ABOUT THIS EXERCISE: Locate each line below that includes "scale" and reproduce it.

Dataset excerpts:
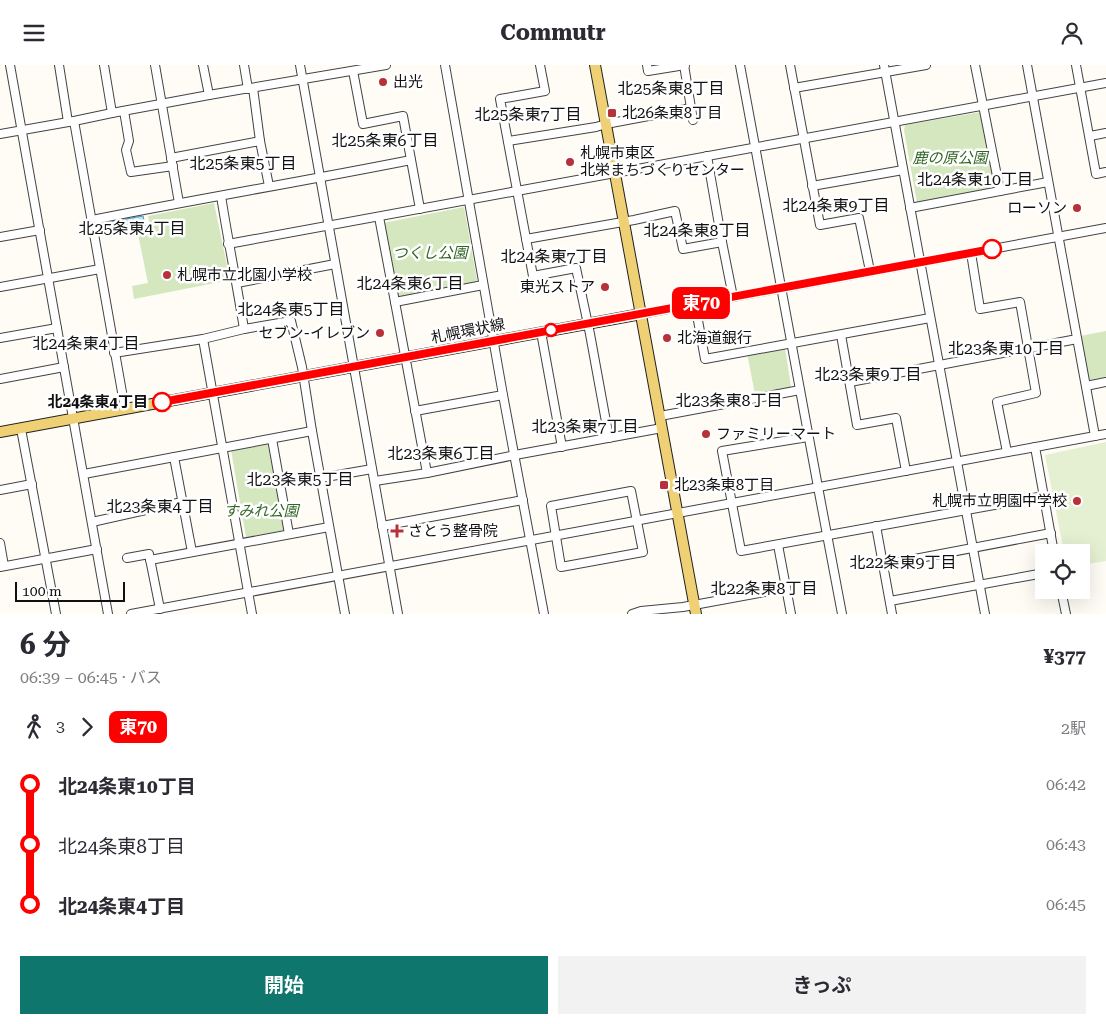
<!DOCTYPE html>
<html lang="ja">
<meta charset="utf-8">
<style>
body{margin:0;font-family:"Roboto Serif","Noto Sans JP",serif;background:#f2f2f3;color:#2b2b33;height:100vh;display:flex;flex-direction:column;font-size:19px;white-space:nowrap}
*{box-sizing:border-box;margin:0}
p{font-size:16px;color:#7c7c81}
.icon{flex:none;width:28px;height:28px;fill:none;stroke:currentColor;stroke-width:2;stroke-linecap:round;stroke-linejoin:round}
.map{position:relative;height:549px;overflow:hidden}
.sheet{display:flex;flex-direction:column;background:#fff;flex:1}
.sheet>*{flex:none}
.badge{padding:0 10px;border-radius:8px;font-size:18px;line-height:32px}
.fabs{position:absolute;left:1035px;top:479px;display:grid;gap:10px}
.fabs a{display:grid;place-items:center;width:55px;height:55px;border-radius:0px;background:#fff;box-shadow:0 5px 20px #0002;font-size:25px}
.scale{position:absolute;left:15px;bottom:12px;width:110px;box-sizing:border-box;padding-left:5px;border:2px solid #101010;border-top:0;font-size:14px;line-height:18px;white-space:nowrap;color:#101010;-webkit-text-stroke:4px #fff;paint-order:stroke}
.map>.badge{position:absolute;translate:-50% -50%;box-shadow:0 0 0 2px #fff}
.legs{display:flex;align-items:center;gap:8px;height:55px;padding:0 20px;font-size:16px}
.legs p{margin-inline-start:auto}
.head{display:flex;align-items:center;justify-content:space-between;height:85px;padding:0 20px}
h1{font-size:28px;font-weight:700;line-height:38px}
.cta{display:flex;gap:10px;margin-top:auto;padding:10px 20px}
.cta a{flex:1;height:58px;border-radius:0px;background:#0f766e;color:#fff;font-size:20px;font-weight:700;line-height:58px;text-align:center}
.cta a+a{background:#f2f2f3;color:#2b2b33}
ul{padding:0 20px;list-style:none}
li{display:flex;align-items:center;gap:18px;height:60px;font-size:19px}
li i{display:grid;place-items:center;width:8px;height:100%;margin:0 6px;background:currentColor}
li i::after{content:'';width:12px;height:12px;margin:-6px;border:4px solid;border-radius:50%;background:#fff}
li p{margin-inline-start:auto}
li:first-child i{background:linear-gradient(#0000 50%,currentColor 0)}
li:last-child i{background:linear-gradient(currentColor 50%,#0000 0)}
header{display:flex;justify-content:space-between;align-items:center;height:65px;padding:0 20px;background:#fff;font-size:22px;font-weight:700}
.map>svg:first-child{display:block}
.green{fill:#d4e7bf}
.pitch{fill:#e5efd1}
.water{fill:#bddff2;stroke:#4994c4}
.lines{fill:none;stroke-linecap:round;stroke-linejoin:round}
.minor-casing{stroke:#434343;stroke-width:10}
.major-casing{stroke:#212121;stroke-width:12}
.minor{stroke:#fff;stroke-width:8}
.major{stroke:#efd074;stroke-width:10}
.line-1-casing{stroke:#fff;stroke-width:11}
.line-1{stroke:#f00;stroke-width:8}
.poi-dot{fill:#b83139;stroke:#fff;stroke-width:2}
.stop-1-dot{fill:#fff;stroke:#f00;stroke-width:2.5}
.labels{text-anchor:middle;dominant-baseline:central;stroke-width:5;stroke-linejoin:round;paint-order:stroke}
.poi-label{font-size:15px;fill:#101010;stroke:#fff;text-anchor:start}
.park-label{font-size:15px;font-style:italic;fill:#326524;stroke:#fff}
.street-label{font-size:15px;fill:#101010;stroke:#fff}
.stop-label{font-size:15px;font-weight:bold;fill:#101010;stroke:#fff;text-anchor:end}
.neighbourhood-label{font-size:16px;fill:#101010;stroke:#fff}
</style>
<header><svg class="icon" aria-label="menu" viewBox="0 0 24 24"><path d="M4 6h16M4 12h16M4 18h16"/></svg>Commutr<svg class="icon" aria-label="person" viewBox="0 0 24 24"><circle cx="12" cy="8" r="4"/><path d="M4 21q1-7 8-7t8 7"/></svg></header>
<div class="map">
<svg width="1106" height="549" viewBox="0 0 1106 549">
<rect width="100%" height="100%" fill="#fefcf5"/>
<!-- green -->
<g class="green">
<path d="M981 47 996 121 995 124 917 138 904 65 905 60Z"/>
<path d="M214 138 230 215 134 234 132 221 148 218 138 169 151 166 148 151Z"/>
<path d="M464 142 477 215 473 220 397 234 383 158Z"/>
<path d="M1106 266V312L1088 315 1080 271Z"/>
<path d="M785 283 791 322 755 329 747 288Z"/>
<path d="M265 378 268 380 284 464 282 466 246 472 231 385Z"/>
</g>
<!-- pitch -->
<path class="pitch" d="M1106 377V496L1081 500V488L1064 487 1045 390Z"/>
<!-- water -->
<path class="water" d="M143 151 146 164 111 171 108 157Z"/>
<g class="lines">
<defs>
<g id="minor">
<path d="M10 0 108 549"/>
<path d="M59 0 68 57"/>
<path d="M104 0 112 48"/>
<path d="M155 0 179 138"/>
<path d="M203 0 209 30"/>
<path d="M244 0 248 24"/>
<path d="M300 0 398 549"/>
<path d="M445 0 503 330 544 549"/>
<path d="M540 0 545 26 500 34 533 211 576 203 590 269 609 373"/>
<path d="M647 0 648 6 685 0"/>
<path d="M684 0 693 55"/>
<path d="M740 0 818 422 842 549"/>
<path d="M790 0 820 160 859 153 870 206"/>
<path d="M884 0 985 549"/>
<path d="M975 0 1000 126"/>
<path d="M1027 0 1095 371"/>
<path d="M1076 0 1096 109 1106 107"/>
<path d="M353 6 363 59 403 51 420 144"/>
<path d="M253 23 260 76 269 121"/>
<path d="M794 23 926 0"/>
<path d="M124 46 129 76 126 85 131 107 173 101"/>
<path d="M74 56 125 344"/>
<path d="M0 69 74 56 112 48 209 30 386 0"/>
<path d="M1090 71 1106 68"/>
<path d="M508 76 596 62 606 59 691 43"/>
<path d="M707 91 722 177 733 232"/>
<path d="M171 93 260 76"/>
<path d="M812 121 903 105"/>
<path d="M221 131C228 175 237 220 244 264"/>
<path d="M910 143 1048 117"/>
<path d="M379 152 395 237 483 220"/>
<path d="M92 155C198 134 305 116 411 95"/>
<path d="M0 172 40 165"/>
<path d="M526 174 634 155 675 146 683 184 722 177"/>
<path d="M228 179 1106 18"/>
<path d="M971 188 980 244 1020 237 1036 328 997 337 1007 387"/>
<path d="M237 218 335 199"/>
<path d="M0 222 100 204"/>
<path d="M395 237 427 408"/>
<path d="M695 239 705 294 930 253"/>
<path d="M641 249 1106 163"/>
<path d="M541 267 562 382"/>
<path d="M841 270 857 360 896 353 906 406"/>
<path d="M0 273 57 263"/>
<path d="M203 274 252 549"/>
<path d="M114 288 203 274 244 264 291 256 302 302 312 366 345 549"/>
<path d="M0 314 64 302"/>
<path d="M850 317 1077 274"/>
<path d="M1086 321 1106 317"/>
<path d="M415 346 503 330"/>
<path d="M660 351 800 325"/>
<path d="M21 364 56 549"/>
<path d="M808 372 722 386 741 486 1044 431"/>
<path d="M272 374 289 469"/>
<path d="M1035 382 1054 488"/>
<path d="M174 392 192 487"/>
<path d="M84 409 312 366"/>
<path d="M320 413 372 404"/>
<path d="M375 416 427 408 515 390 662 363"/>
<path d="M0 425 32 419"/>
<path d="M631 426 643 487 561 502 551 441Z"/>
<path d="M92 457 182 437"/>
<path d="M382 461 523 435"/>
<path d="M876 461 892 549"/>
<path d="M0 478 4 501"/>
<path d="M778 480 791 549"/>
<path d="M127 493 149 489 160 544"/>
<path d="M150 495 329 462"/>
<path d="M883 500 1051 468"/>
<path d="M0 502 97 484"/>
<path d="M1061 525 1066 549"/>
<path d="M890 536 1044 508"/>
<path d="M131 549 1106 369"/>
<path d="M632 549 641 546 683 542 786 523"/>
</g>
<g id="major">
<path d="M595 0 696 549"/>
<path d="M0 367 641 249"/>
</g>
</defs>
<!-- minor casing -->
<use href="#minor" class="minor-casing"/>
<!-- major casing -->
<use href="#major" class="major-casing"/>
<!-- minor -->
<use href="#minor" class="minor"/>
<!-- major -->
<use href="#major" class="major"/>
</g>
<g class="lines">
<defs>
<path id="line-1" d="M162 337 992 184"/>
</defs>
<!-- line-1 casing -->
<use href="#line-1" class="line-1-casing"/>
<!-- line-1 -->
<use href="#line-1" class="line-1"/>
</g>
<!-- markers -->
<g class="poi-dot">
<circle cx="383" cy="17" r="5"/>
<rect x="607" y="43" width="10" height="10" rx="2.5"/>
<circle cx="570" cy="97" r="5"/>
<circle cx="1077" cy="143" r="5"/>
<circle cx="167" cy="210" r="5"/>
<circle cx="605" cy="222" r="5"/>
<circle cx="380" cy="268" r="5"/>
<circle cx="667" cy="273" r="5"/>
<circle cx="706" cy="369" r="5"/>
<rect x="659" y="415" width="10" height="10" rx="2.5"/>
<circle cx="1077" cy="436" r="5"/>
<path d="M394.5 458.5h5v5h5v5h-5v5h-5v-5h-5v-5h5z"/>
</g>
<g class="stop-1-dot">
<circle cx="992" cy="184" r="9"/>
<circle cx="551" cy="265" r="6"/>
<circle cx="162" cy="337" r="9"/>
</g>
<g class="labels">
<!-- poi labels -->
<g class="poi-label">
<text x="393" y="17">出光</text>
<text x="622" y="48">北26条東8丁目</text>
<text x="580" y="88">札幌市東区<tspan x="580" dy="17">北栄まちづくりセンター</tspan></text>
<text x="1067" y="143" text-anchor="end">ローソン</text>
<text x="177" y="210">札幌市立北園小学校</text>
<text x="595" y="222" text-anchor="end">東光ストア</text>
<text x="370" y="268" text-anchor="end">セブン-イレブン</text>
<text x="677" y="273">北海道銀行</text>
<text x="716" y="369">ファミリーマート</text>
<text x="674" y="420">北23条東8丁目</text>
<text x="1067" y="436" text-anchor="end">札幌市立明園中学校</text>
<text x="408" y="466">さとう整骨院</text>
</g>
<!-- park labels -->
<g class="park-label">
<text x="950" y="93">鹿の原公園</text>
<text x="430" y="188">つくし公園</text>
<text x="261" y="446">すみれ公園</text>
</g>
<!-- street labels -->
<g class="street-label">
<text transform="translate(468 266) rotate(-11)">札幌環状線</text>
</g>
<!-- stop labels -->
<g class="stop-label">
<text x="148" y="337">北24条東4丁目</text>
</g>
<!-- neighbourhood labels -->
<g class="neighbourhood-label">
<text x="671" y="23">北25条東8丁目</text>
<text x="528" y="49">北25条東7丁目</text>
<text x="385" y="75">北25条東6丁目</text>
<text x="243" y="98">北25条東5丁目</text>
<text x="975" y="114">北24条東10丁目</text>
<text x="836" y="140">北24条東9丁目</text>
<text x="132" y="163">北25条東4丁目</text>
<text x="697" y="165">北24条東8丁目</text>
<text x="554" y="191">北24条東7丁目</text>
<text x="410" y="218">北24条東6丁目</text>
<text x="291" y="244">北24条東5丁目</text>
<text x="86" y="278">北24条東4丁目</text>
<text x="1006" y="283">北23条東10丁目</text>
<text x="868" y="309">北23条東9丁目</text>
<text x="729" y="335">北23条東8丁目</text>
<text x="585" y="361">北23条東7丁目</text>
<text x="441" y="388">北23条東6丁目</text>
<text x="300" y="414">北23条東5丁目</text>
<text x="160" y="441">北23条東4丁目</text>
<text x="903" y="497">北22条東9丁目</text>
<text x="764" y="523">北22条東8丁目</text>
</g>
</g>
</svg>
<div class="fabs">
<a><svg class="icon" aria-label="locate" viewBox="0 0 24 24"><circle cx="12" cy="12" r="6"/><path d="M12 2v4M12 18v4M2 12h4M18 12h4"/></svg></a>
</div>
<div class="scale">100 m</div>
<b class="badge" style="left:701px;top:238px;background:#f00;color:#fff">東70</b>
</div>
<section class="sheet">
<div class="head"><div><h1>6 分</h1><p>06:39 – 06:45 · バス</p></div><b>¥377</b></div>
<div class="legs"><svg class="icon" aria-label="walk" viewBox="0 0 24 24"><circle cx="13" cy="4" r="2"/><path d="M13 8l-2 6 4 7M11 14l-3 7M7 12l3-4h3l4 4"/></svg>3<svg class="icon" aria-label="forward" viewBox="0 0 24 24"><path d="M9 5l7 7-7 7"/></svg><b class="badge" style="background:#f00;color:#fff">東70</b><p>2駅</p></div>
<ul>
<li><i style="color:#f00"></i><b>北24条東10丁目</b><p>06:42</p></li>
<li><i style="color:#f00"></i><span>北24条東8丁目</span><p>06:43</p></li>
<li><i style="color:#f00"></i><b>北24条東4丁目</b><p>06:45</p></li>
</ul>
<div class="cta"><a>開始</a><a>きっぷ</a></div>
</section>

EXPECTED ANSWER:
.scale{position:absolute;left:15px;bottom:12px;width:110px;box-sizing:border-box;padding-left:5px;border:2px solid #101010;border-top:0;font-size:14px;line-height:18px;white-space:nowrap;color:#101010;-webkit-text-stroke:4px #fff;paint-order:stroke}
<div class="scale">100 m</div>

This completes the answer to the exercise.